The minimum redundancy maximal relevance (MRMR) method [222,223] ranks features by importance via mutual information [224], which measures the non-linear dependence between random variables. The ranked variables are then combined with incremental feature selection (IFS), which chooses an attribute set by stepwise construction of unique feature subsets [225,226]. For example, in the recent PPIS prediction method by Li et al. [38], MRMR-IFS was used to reduce a set of over 700 features to only 51.

First, the mutual information I(X,Y) between two features X and Y, which serves as a measure of non-linear correlation, is defined as follows:

$$ I(X,Y)= \iint\limits_{X\,Y} P(x,y) \log_{b}\left(\frac{P(x,y)}{P(x)P(y)}\right)dy\,dx $$

where P(x,y) is the joint and P(x) and P(y) are the marginal probability density functions.

To calculate the relevance D of a feature f to the class c being predicted, one can compute D=I(f,c). Then, given a feature set Ω, the redundancy R of f to the values in Ω is defined as the average information held by f that is already in Ω:

$$ R = \frac{1}{|\Omega|} \sum\limits_{f_{i} \in \Omega} I\left(f,f_{i}\right) $$

MRMR then orders the feature set Ω by sequential addition to a set of already selected attributes, Ω s , from the “remainder” set Ω t =ΩΩ s . At every step, the best feature f b to add to Ω s is the one that best balances high D with low R:

$$ f_{b} = \underset{f_{j}\in \Omega_{t}}{\arg\max} \left[ I(f_{j},c) - \frac{1}{|\Omega_{s}|} \sum\limits_{f_{i}\in\Omega_{s}} I\left(f_{j},f_{i}\right) \right] $$

The order of placement into Ω s is the output ranking of MRMR.

To apply IFS to the MRMR ranking, Li et al. [38] then built subsets of features by iteratively adding attributes in the order of the MRMR ranking and chose the feature subset with the maximal MCC score via ten-fold cross-validation.

Principal component analysis

Alternatively, principal component analysis (PCA), a method of information-preserving dimensionality reduction, can be used [227,228]. The number of principal component (PC) vectors required to account for any amount of the original variance in the data can be calculated (via the PCA eigenvalues), allowing control of the trade-off between high dimensionality and relevance to the predicted class. Further, the PCs are orthogonal and hence linearly uncorrelated, greatly reducing feature redundancy.
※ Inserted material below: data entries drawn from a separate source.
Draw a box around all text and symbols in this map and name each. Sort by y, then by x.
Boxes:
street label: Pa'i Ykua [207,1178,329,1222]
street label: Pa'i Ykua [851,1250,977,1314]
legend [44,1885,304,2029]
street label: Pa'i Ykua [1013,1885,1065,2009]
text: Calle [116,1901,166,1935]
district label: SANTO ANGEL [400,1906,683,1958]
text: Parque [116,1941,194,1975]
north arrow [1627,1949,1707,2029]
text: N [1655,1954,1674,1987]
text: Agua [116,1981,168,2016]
The features of this new space (with the PCs as basis vectors) can then be used as input to a machine learner.

There are a variety of criteria for selecting the appropriate number of eigenvectors to use, including the widely used method of accounting for an arbitrarily chosen amount of variance sufficient to cover the majority of information required for the prediction task [229]. The PPIS predictor by de Moraes et al. [42], for example, chooses the number of PCs necessary to account for 95% of the variance of the data, after removing variables with excessively high linear correlation to each other.
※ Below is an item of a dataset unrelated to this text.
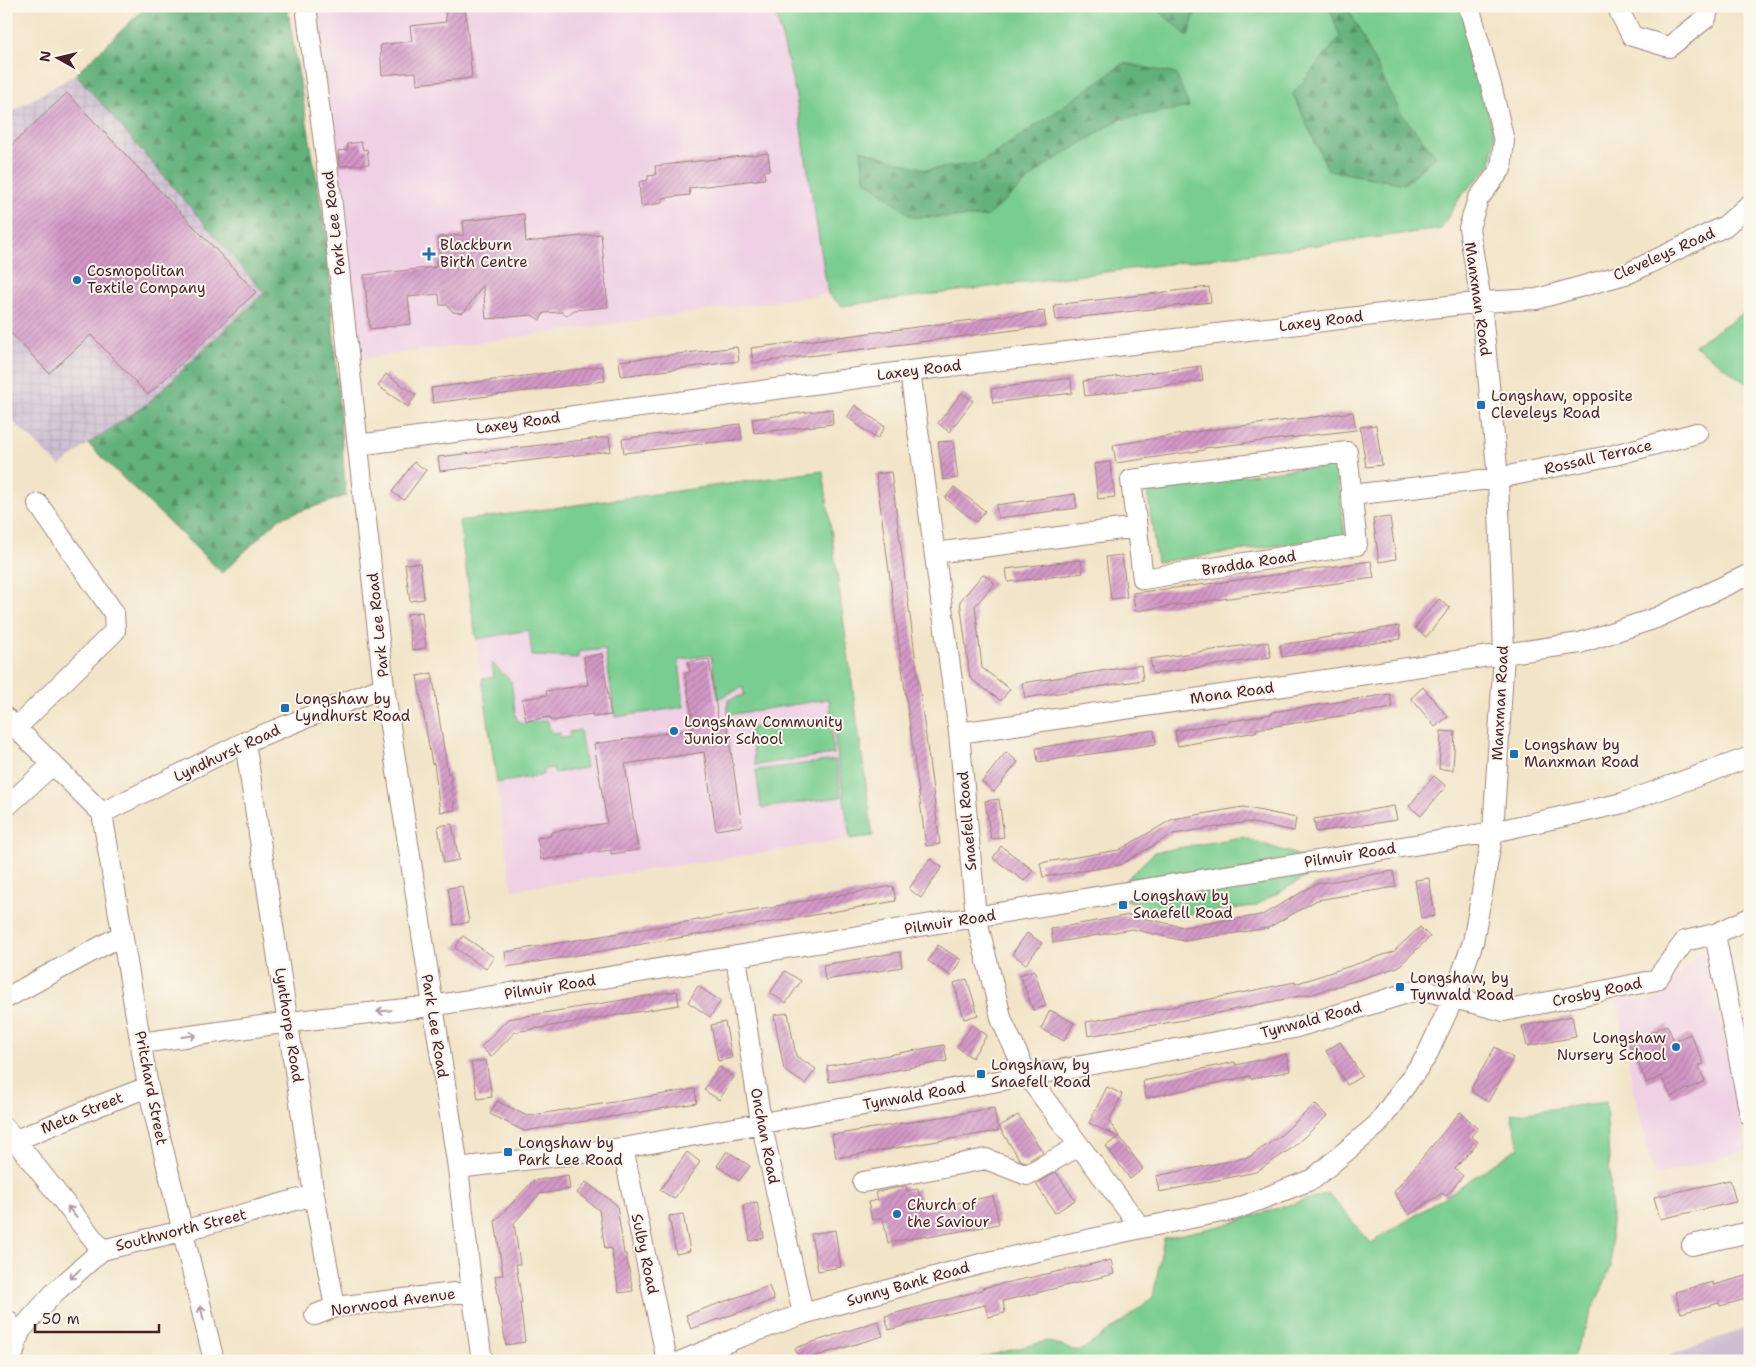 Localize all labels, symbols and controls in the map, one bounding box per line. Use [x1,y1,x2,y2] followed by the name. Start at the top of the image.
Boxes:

Surface-interface size relation

The percentage of interacting surface residues is not constant with respect to protein size; rather, it has long been known that it follows a non-linear distribution (e.g. exponential regression line) [6,230,231]. However, this information has only seldom been applied to PPIS prediction [16,23], or even treated as a linearly changing proportion [13,35], despite results showing that this “size bias” carries significant predictive power on its own [103]. One potential application to ML-based predictors is dynamically setting the prediction threshold such that the proportion of predicted active residues matches the estimated prior distribution for the query protein. Such intelligent biasing of the learner might even be extended by looking for patterns in the interface-surface residue ratio in different types of proteins as well.

Homology-based predictors

PredUs

The PredUs algorithm is based on the observation that PPISs are conserved across structural space [31,32], allowing known sites of structural homologs to be mapped onto query proteins. The initial version of PredUs [31] used an interfacial score ς with an empirically derived threshold. First, for a given query protein Q, a set of structural neighbours N i was derived using Ska [232,233], where each N i is in complex with a partner P i . By bringing P i into the coordinate space of Q via superposition for every N i , the sum of contacts in the new space gives a frequency f r for every residue rQ. The interfacial score for each residue is then given by:

$$\varsigma(r) = \frac{1}{1+\exp\left(\frac{-f_{r} + f_{max}/2}{f_{max}/10} \right) } $$

where f max is the maximum value across the whole structure.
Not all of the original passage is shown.